Que diable ira-t-il faire dans cette galère? – Un dictionnaire

Il y a quelques semaines, Dany Laferrière a été admis à l’Académie française. Une fois enfilé l’habit vert des Immortels, l’épée aux flancs, l’auteur sera bien équipé pour défendre la langue française. Mais quelles seront ses fonctions? À quoi s’occupent les académiciens?

Du Moyen-Âge au 17e siècle, le français passe lentement du statut de langue vulgaire à celui de langue officielle.
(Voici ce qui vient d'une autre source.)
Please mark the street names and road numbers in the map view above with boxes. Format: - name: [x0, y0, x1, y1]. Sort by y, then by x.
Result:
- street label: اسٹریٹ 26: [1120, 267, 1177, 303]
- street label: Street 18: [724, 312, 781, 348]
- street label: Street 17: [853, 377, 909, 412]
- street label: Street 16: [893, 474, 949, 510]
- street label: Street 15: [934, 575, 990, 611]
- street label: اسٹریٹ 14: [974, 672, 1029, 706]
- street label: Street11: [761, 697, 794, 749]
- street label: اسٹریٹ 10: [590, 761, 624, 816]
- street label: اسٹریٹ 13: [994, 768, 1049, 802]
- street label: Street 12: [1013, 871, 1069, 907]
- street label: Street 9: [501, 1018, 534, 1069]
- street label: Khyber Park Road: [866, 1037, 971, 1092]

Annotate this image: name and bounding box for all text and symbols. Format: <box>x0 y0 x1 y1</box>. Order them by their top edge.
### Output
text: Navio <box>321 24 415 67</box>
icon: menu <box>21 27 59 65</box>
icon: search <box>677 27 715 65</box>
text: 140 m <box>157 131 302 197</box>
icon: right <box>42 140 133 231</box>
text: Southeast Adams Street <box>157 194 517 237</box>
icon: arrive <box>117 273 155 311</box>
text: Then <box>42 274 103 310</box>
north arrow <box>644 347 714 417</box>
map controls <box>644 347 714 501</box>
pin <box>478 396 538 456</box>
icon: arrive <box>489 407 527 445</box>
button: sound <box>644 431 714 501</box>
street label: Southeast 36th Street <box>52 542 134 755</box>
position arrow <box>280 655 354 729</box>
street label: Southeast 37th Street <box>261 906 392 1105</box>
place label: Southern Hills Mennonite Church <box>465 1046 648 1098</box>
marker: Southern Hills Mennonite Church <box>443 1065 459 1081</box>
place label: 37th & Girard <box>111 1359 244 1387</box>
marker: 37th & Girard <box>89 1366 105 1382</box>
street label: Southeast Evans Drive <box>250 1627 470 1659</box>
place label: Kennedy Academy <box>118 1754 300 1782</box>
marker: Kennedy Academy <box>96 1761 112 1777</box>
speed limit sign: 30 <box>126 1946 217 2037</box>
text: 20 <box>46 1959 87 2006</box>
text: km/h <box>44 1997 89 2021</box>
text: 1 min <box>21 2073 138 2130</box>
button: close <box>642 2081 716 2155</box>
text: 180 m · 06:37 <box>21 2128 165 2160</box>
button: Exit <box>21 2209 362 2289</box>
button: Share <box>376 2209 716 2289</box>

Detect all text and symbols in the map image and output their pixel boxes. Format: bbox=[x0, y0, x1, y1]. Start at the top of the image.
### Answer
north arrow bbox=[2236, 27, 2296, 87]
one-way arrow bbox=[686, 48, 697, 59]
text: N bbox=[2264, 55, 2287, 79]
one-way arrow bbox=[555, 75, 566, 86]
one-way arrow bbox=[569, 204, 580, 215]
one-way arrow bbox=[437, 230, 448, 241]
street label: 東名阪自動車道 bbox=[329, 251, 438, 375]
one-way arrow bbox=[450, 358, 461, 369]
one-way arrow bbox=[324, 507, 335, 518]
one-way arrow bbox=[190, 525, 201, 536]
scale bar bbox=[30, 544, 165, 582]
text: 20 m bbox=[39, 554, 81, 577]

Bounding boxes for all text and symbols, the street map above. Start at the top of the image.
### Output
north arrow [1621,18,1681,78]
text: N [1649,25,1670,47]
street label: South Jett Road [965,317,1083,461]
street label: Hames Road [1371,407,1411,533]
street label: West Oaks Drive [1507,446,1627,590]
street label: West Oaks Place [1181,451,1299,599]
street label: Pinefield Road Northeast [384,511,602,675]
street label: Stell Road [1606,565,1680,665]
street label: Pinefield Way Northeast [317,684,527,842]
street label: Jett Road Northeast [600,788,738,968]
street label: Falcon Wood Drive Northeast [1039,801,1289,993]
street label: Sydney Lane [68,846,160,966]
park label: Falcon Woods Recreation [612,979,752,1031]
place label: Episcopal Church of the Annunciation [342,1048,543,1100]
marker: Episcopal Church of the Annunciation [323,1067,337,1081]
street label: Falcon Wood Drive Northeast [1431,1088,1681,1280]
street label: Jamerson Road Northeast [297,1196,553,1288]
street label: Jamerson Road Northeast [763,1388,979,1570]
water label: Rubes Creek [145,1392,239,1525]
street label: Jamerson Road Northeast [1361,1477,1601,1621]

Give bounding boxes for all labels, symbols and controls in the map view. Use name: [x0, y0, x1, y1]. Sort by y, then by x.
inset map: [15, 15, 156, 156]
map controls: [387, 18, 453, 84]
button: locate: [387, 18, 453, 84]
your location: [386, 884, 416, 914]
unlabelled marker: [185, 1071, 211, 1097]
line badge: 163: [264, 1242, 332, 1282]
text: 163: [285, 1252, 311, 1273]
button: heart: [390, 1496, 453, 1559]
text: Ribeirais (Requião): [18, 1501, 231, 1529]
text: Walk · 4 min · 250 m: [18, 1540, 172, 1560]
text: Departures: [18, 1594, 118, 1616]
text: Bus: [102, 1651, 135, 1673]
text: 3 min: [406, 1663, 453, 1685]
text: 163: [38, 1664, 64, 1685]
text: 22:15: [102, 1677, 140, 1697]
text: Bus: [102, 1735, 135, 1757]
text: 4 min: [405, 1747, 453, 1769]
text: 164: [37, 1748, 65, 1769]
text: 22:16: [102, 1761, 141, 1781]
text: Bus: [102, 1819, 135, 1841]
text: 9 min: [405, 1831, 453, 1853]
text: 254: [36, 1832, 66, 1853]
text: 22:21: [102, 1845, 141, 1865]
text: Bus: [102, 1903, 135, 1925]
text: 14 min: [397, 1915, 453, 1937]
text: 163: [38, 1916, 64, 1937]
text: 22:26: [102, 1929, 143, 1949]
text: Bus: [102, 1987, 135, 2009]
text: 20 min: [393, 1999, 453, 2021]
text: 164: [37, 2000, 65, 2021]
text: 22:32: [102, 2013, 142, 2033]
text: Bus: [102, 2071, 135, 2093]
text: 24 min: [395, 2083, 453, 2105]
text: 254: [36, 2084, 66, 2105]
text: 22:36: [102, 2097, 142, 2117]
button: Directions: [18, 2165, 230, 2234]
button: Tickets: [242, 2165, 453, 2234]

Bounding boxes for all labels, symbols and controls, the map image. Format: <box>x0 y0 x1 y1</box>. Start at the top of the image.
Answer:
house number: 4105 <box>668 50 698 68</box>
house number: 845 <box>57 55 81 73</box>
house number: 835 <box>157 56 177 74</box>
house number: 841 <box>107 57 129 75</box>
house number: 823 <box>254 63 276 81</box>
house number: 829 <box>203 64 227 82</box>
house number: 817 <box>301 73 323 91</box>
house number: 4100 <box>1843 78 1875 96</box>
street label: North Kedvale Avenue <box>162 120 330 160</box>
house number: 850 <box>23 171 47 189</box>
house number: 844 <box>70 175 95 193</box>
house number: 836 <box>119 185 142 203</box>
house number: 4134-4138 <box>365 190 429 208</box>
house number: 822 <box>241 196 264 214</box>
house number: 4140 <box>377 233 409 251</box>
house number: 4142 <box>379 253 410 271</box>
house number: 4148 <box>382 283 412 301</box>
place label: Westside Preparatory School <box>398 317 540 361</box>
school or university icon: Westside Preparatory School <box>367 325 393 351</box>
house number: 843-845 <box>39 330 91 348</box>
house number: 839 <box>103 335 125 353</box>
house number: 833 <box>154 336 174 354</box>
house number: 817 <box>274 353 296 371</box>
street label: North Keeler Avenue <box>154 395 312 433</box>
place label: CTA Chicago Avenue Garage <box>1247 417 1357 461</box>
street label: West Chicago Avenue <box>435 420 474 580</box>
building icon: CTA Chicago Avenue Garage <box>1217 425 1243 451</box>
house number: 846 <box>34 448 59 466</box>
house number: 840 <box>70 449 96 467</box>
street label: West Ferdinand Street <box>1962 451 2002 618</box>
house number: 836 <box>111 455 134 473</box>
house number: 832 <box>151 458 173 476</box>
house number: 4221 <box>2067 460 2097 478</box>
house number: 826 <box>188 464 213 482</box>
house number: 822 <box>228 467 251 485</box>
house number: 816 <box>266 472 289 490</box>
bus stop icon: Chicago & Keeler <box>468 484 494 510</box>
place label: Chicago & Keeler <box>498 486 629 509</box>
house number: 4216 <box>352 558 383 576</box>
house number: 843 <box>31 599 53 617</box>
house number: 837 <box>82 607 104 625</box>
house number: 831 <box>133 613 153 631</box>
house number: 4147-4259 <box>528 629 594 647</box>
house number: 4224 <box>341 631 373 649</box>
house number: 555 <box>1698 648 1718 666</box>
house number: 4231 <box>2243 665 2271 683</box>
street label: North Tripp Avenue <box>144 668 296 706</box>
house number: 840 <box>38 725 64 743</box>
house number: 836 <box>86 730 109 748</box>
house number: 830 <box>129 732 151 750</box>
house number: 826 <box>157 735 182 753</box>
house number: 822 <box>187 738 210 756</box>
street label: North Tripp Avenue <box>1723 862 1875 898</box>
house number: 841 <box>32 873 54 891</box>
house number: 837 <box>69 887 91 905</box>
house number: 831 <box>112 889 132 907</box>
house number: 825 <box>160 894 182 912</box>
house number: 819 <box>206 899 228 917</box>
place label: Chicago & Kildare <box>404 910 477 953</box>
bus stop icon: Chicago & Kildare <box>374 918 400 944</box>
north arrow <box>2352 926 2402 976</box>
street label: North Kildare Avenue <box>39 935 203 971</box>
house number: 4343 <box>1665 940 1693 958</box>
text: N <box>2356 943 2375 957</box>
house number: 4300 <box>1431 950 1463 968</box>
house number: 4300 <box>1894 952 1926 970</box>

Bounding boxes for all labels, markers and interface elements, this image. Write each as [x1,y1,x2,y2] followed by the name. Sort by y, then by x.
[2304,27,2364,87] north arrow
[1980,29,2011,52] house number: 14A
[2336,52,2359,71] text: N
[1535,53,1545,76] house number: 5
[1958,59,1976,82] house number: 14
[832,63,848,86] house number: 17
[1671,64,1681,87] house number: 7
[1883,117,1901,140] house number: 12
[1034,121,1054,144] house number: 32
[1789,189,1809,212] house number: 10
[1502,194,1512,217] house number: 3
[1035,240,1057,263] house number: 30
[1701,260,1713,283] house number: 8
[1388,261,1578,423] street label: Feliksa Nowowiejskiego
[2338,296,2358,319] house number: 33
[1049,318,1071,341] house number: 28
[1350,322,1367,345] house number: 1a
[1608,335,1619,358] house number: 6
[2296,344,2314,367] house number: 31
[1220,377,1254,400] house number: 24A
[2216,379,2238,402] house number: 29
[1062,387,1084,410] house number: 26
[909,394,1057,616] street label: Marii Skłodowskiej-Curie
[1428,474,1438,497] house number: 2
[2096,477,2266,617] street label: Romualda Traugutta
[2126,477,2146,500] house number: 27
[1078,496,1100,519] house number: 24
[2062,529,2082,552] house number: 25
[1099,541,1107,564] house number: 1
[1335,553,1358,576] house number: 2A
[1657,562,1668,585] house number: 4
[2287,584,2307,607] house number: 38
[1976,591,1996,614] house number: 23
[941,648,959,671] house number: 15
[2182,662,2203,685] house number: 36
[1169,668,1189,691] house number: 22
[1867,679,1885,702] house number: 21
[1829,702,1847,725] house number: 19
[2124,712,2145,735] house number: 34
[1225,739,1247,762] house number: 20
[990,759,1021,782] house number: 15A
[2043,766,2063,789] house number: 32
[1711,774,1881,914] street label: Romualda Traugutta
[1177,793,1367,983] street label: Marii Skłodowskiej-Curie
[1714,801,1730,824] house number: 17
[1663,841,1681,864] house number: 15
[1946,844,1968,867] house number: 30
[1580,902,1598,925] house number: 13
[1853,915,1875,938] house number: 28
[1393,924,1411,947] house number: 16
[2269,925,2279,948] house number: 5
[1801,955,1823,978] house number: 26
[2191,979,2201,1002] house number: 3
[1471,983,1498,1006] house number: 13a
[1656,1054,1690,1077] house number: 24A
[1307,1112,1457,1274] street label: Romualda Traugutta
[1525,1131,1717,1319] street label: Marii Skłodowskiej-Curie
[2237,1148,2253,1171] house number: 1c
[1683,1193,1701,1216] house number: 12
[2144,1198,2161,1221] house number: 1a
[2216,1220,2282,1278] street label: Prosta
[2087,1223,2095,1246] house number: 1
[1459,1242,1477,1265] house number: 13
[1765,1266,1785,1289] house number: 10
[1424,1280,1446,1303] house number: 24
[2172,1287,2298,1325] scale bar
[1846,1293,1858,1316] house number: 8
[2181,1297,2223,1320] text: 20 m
Mais cela ne peut se faire en dehors d’un certain chaos orthographique. Encore au début du 17e siècle, plusieurs graphies d’un même mot peuvent cohabiter. De cette façon, on pourra retrouver dans un même nid autant d’hirondelles que d’arondelles ou d’erondelles. Les linguistes ont espoir de normaliser la langue et, en 1635, Richelieu leur donne la possibilité de le faire officiellement en fondant l’Académie française : « La principale fonction de l’Académie sera de travailler, avec tout le soin et toute la diligence possibles, à donner des règles certaines à notre langue et à la rendre pure, éloquente et capable de traiter les arts et les sciences. » (Article 24 des statuts) Pour atteindre ce but, les académiciens auront pour tâche de rédiger un dictionnaire qui fera autorité.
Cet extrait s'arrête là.